▶ [How to complete this task] Every line that contains the word "stream" is to be copied from the listing.

▶ [Data for this task]
• • • • • • •

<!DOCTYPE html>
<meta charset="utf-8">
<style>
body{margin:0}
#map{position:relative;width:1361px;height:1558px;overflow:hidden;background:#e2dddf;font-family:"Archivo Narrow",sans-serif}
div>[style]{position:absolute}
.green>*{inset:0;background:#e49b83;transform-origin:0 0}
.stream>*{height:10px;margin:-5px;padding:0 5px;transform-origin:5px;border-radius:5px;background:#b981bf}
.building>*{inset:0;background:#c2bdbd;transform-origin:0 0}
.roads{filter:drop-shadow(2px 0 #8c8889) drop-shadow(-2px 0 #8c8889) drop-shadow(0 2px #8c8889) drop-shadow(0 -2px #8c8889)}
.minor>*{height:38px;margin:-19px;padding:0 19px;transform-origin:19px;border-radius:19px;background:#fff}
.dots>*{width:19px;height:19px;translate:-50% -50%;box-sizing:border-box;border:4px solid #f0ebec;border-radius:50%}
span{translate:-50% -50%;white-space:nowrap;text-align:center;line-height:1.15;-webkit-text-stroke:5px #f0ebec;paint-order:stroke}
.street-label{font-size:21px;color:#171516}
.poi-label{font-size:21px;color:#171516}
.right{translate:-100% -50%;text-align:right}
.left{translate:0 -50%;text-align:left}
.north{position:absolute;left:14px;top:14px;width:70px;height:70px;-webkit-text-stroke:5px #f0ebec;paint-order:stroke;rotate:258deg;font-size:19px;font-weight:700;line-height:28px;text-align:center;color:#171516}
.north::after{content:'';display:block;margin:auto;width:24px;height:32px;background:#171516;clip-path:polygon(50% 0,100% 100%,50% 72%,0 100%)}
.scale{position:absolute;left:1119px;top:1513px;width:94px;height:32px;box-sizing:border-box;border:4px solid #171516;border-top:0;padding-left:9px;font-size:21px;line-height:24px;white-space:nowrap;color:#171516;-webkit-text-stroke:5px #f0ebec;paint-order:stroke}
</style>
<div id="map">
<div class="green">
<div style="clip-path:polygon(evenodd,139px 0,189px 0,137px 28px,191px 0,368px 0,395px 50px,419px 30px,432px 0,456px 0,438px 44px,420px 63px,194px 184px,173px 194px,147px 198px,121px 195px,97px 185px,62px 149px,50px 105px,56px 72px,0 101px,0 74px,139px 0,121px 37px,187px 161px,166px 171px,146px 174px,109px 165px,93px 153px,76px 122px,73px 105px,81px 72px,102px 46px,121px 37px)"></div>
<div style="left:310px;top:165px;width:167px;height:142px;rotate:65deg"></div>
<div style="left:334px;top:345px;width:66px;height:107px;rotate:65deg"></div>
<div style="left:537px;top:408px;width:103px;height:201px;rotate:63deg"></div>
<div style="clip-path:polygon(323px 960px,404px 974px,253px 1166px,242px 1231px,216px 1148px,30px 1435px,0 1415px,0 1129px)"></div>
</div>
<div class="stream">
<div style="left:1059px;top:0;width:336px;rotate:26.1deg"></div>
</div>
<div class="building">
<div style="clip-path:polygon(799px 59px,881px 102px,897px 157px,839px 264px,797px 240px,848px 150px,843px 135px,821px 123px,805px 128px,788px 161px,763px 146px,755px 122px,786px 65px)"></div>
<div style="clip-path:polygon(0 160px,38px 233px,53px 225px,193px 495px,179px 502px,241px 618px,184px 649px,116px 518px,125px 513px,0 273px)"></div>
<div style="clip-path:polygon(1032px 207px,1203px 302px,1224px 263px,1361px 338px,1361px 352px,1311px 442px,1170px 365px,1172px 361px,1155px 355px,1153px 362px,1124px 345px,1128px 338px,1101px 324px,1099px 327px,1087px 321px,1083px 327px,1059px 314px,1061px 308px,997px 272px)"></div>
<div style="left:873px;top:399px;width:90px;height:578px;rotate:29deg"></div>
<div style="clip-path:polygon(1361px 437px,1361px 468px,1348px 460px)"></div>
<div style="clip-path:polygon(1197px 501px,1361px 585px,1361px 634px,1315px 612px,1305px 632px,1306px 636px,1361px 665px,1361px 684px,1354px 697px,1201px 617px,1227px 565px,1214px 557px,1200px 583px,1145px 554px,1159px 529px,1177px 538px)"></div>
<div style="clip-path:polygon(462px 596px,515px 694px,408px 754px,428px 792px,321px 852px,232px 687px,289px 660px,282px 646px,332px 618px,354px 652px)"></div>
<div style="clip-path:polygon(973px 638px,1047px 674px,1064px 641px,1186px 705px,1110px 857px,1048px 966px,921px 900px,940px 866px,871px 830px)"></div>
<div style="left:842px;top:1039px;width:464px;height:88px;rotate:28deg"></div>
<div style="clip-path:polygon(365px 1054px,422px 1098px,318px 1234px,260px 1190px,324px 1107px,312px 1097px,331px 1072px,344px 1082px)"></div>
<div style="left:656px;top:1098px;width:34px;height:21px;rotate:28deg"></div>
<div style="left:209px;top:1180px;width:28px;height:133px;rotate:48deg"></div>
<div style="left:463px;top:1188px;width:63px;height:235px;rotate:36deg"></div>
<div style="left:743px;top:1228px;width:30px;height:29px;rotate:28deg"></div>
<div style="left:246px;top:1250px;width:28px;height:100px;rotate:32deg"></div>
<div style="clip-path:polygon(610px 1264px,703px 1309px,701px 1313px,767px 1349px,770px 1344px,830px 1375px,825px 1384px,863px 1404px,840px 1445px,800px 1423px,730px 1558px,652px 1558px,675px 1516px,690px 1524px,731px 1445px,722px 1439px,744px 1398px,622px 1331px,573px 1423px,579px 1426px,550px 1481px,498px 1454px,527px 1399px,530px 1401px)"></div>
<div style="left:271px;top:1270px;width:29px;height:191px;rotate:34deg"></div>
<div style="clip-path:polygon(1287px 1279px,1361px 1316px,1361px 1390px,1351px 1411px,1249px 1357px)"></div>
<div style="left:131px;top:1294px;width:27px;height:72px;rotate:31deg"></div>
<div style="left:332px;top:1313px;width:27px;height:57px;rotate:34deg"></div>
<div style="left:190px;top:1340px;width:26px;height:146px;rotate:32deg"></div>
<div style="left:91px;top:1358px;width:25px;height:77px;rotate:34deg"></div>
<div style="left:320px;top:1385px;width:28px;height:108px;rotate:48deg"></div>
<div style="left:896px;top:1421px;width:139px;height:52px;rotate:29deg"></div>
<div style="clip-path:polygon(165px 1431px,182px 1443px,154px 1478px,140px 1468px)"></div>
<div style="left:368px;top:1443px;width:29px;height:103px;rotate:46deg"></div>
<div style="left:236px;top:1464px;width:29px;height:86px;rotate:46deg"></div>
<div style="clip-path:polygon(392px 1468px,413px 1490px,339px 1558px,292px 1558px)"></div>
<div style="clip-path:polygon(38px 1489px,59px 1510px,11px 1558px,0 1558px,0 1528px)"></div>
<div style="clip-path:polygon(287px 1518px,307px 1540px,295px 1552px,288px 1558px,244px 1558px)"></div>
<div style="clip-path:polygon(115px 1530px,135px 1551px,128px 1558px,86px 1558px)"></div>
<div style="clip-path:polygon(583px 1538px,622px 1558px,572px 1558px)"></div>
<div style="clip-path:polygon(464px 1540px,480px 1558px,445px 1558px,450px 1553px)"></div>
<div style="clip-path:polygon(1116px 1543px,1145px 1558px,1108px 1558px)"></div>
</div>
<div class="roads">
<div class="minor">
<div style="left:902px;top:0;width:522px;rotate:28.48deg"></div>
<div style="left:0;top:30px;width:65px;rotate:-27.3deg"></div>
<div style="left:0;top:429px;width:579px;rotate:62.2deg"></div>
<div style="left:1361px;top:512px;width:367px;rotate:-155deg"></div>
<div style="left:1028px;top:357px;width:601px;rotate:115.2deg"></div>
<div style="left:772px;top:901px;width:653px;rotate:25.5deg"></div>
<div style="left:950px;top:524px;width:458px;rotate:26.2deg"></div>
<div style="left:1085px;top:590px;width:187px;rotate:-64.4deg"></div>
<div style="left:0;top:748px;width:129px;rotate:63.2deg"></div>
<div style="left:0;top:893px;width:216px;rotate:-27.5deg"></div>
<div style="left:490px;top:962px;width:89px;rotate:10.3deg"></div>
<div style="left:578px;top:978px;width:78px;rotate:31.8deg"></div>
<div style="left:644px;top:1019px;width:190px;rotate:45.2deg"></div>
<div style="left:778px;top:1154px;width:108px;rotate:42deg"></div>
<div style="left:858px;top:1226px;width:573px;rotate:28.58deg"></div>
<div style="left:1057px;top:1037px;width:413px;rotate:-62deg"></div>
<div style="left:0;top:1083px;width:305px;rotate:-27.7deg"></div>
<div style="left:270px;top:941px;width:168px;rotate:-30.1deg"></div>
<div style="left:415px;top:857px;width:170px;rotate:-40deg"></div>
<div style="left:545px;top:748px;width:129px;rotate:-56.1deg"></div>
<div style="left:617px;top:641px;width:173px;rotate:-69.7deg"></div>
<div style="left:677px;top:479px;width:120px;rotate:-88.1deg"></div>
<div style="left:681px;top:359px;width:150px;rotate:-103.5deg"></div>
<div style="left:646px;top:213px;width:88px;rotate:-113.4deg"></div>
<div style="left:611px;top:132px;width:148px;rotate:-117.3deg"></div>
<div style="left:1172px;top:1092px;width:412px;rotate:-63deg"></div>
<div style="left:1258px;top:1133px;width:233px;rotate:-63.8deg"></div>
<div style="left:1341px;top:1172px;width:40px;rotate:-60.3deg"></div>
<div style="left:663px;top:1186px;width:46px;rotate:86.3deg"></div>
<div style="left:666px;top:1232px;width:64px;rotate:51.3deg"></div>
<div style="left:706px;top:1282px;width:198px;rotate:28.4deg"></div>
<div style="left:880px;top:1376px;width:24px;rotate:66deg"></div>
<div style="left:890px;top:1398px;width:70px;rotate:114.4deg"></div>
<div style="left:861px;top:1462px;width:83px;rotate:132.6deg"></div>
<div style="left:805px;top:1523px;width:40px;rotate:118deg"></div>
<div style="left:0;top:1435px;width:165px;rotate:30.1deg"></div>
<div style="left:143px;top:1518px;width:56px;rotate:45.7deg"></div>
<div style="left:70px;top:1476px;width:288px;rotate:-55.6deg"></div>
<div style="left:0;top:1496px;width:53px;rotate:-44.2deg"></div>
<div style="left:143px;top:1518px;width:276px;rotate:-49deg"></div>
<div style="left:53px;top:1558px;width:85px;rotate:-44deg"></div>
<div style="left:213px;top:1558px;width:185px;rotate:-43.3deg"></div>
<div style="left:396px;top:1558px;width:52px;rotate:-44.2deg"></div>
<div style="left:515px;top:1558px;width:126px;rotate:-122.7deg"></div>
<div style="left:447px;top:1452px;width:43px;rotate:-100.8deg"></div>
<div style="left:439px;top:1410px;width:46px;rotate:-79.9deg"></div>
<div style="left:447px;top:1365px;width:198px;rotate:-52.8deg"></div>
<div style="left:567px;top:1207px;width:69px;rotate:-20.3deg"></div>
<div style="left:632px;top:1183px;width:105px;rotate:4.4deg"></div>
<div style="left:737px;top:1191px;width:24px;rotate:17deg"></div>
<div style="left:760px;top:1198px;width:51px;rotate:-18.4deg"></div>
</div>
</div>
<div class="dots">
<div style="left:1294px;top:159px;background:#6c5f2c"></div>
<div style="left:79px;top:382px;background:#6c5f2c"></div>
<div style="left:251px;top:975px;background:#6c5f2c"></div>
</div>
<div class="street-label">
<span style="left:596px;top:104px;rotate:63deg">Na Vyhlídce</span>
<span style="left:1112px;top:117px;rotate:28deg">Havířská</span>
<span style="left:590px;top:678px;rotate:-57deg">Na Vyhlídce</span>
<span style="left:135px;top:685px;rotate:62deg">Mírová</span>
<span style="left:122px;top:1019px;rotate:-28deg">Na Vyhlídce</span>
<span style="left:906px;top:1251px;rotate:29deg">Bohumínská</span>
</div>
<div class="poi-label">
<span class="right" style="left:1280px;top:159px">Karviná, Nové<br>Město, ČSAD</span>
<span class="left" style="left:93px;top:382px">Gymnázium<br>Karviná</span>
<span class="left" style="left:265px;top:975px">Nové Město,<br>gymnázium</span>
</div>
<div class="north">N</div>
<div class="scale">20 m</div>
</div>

• • • • • • •

▶ [The answer]
.stream>*{height:10px;margin:-5px;padding:0 5px;transform-origin:5px;border-radius:5px;background:#b981bf}
<div class="stream">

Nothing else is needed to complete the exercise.